EXERCISE DETAILS
Search each line below for the word "rows" and list those that contain it.

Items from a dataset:
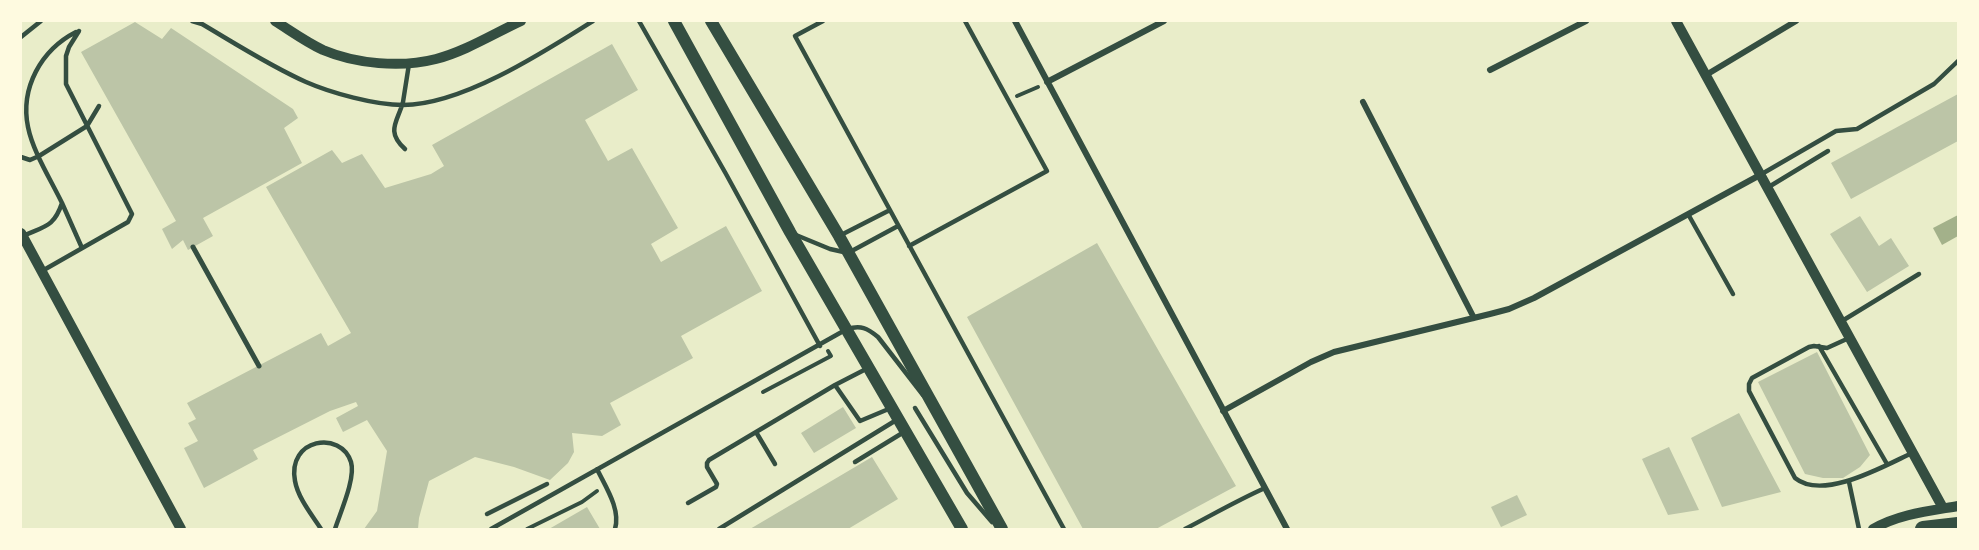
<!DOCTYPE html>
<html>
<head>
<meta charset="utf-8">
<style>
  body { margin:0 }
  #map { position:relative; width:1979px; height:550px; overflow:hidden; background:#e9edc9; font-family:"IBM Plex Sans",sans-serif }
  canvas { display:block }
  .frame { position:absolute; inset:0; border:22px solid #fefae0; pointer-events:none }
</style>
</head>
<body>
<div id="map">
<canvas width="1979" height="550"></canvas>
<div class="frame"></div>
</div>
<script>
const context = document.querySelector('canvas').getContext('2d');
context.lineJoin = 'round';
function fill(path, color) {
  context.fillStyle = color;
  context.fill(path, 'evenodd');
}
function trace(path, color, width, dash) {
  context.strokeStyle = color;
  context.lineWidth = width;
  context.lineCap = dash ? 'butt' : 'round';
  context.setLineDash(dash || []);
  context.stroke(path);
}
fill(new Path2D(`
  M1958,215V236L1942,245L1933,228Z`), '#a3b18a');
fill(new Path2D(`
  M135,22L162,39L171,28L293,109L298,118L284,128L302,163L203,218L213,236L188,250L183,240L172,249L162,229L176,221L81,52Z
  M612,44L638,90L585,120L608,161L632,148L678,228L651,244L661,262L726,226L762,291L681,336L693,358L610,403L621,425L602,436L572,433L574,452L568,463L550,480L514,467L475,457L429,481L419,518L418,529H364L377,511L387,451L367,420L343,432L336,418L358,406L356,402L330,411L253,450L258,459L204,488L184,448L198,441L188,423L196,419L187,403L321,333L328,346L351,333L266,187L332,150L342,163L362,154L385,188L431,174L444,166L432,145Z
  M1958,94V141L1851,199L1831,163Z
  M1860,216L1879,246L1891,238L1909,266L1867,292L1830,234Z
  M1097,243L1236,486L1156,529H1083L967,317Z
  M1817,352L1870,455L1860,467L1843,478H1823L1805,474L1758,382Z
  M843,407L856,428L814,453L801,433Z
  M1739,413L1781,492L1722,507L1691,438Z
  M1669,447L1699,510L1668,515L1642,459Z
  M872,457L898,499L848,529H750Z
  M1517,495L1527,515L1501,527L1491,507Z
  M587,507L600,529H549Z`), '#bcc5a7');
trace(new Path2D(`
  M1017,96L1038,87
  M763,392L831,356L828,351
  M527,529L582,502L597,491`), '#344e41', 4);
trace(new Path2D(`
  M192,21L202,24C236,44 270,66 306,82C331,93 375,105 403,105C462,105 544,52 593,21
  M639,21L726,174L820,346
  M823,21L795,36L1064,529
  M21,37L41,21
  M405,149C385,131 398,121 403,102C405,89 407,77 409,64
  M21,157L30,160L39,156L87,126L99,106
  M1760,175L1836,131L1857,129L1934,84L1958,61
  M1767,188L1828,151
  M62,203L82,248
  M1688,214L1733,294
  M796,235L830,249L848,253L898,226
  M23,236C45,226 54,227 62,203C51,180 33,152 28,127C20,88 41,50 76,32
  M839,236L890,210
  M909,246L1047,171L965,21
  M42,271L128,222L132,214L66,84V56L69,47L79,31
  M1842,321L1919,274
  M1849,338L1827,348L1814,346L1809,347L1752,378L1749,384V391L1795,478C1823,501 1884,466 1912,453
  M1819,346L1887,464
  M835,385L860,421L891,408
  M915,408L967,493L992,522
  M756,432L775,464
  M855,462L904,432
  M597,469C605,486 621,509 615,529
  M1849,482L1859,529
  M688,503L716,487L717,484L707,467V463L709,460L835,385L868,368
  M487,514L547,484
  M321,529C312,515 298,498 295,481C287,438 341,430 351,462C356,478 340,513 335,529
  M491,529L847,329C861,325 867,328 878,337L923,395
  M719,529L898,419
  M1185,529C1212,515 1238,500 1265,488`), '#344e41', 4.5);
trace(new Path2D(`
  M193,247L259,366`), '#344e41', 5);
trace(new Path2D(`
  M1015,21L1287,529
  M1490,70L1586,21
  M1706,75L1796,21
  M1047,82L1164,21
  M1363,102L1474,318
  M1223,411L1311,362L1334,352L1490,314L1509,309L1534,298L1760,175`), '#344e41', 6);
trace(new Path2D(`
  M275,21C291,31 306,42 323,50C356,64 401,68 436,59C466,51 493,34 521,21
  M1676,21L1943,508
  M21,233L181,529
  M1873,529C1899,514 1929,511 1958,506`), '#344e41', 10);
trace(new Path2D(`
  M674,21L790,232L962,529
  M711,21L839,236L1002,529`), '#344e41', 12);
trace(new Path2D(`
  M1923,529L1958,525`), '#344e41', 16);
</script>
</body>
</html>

* * *

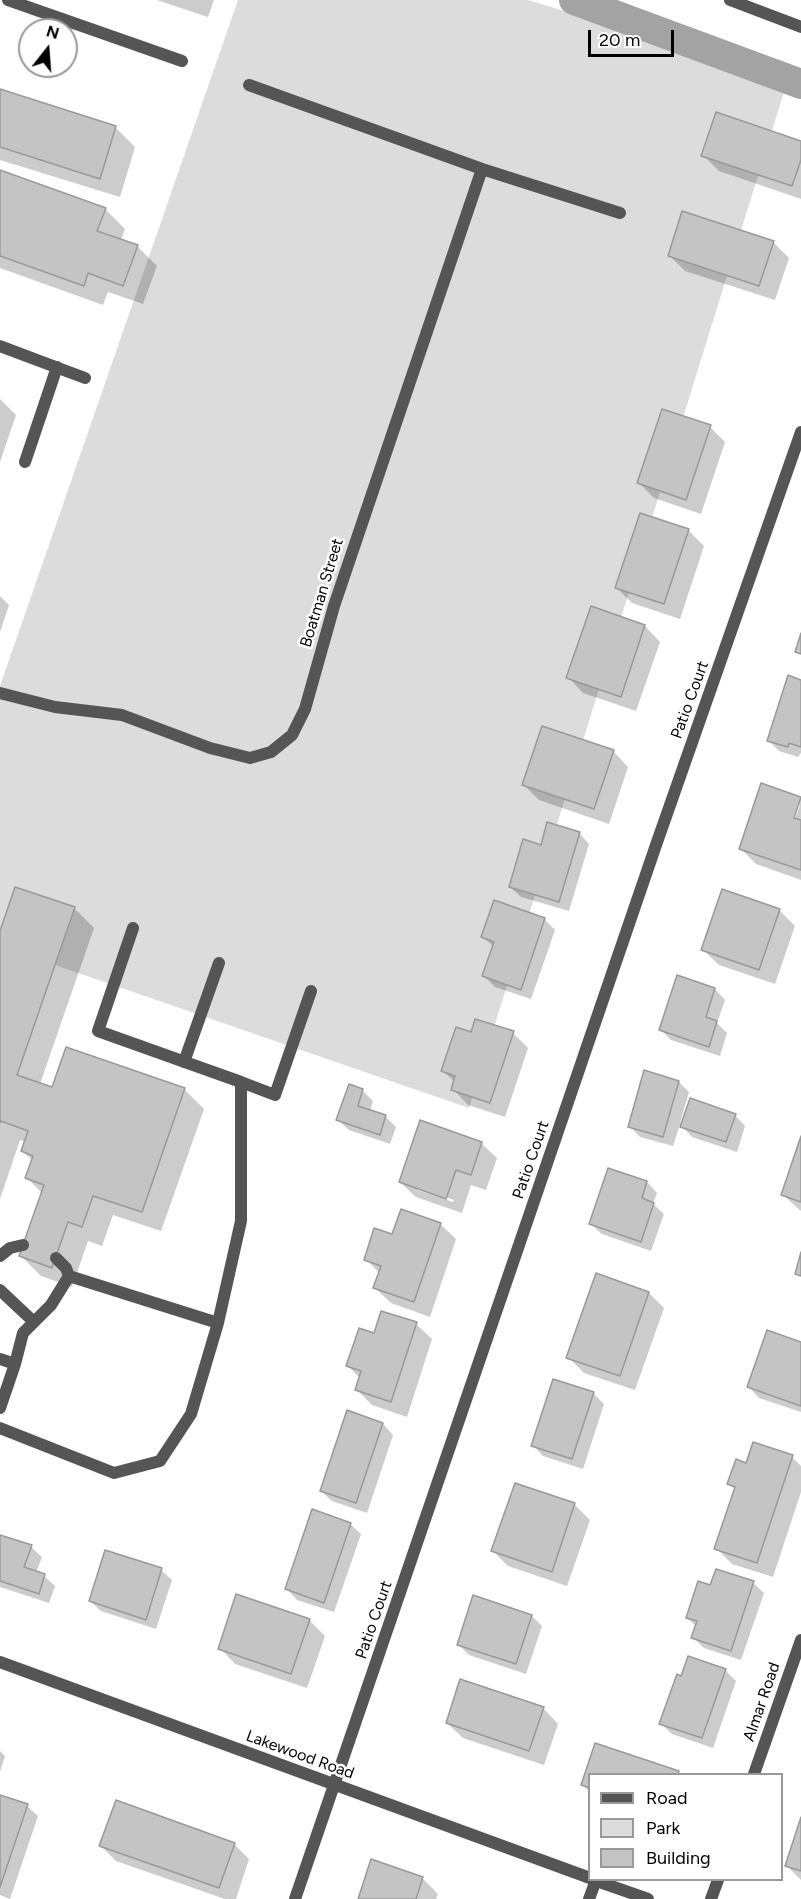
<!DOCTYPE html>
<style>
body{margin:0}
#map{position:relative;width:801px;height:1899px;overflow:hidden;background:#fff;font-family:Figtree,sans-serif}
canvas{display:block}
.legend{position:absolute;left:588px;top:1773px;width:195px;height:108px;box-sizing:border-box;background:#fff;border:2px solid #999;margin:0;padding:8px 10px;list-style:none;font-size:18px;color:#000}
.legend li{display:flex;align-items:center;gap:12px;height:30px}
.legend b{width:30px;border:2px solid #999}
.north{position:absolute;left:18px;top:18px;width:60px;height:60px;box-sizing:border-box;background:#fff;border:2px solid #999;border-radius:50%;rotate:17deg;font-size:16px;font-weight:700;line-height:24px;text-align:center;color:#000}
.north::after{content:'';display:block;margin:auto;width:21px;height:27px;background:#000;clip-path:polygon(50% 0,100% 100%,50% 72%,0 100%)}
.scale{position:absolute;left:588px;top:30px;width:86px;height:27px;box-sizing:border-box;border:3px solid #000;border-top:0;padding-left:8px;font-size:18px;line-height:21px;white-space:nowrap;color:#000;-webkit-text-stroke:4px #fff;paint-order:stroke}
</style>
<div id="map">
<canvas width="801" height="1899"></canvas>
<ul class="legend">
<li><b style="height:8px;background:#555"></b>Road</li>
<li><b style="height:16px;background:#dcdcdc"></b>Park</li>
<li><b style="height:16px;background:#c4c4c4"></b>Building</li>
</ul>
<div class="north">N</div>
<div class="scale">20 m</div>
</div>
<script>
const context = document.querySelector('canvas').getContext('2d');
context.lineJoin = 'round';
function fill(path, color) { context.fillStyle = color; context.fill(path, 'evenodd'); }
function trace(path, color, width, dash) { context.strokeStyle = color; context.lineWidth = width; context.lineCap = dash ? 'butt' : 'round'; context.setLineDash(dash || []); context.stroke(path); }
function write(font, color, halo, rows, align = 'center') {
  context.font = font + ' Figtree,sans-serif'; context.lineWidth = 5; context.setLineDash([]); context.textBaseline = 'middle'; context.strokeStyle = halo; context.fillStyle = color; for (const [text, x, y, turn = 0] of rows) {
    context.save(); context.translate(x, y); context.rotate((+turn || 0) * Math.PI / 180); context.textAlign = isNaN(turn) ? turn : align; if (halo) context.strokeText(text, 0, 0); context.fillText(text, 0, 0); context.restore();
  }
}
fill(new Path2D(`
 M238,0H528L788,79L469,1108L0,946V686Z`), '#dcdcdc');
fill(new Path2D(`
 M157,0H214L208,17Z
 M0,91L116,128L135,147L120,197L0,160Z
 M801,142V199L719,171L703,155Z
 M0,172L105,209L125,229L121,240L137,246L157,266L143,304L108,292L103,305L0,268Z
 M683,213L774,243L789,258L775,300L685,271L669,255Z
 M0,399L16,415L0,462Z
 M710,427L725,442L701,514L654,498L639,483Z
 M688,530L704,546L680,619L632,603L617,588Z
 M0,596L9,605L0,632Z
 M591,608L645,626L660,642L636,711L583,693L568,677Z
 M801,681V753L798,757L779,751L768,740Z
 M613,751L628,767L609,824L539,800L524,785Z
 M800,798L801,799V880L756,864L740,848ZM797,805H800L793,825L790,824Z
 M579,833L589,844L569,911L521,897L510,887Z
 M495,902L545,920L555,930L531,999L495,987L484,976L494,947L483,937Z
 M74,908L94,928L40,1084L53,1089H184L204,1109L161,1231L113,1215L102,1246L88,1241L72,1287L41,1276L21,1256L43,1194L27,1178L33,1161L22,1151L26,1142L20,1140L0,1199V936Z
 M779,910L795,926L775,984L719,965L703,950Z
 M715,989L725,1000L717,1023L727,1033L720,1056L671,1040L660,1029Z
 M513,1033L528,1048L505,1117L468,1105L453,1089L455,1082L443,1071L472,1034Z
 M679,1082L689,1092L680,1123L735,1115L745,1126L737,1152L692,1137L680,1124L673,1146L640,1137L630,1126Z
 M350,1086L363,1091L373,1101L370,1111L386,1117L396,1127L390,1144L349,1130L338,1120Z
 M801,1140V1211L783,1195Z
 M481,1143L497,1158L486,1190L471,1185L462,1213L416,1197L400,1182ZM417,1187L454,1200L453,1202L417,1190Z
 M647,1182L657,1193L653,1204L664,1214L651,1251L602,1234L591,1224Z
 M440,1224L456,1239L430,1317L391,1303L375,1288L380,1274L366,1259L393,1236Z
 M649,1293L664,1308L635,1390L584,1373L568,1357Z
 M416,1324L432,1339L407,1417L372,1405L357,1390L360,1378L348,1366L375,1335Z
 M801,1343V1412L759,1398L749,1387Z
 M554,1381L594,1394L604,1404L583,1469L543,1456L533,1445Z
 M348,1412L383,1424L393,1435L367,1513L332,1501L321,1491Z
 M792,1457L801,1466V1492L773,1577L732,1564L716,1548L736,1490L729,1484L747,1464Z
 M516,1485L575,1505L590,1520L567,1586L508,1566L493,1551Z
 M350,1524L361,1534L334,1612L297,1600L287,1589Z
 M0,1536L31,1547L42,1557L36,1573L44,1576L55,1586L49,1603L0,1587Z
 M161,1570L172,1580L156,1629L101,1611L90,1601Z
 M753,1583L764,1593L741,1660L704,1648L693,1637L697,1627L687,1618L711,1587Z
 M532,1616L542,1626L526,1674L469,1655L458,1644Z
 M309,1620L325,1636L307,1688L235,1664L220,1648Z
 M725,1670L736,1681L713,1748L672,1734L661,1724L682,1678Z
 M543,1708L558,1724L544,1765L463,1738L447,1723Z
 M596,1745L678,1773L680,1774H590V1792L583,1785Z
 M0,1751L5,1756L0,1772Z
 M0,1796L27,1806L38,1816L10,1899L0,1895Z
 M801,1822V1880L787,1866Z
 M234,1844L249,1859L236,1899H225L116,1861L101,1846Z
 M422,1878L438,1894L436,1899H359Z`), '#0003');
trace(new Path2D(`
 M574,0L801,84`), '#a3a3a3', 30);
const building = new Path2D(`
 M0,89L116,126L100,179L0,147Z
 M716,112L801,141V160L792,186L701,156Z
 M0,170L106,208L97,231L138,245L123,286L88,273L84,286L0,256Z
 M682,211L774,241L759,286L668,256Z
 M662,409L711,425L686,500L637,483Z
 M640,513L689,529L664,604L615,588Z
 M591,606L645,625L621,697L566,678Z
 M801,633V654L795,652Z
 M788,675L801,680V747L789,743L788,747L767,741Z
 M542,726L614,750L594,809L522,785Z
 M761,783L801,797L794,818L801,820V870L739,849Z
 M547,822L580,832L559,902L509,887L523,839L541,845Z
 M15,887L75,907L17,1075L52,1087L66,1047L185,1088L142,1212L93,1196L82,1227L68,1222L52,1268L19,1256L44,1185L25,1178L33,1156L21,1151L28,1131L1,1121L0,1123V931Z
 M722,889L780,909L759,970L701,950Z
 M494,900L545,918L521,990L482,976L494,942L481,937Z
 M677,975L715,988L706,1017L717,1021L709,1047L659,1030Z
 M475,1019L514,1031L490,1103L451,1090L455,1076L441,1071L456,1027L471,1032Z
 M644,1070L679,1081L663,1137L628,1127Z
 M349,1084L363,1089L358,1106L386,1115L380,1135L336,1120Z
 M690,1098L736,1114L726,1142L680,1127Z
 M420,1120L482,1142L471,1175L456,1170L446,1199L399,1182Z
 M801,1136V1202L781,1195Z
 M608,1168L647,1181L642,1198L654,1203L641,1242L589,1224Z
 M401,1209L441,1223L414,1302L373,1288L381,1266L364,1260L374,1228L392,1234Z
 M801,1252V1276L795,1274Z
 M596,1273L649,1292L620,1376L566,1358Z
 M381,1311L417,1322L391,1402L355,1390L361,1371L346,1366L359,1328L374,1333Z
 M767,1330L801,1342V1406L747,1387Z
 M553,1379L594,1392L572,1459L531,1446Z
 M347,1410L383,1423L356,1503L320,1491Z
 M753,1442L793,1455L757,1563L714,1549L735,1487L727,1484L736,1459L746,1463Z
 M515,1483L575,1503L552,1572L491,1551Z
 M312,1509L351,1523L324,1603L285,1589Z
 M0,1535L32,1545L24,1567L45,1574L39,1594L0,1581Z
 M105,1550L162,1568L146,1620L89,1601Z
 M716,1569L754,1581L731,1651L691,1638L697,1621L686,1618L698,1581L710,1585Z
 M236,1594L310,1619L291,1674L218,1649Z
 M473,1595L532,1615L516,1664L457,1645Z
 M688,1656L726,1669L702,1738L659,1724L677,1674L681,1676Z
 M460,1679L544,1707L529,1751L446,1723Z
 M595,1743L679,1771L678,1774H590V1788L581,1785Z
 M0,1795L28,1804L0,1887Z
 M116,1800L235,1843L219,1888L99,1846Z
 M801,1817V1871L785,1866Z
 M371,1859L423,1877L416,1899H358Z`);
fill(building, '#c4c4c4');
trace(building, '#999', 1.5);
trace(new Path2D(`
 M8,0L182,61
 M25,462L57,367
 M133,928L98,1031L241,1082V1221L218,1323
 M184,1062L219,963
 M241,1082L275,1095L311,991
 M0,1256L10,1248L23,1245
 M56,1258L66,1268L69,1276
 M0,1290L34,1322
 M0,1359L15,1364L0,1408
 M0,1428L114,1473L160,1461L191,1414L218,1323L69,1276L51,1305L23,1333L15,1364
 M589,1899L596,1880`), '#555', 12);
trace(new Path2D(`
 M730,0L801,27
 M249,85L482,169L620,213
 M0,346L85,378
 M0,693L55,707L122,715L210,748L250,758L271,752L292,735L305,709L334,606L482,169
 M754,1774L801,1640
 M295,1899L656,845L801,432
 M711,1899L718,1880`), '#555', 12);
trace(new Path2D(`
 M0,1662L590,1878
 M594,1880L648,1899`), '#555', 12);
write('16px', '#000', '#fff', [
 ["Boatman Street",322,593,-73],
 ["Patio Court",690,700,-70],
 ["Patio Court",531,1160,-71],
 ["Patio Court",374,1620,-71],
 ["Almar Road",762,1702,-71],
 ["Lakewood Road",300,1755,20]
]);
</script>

EXPECTED OUTPUT
function write(font, color, halo, rows, align = 'center') {
  context.font = font + ' Figtree,sans-serif'; context.lineWidth = 5; context.setLineDash([]); context.textBaseline = 'middle'; context.strokeStyle = halo; context.fillStyle = color; for (const [text, x, y, turn = 0] of rows) {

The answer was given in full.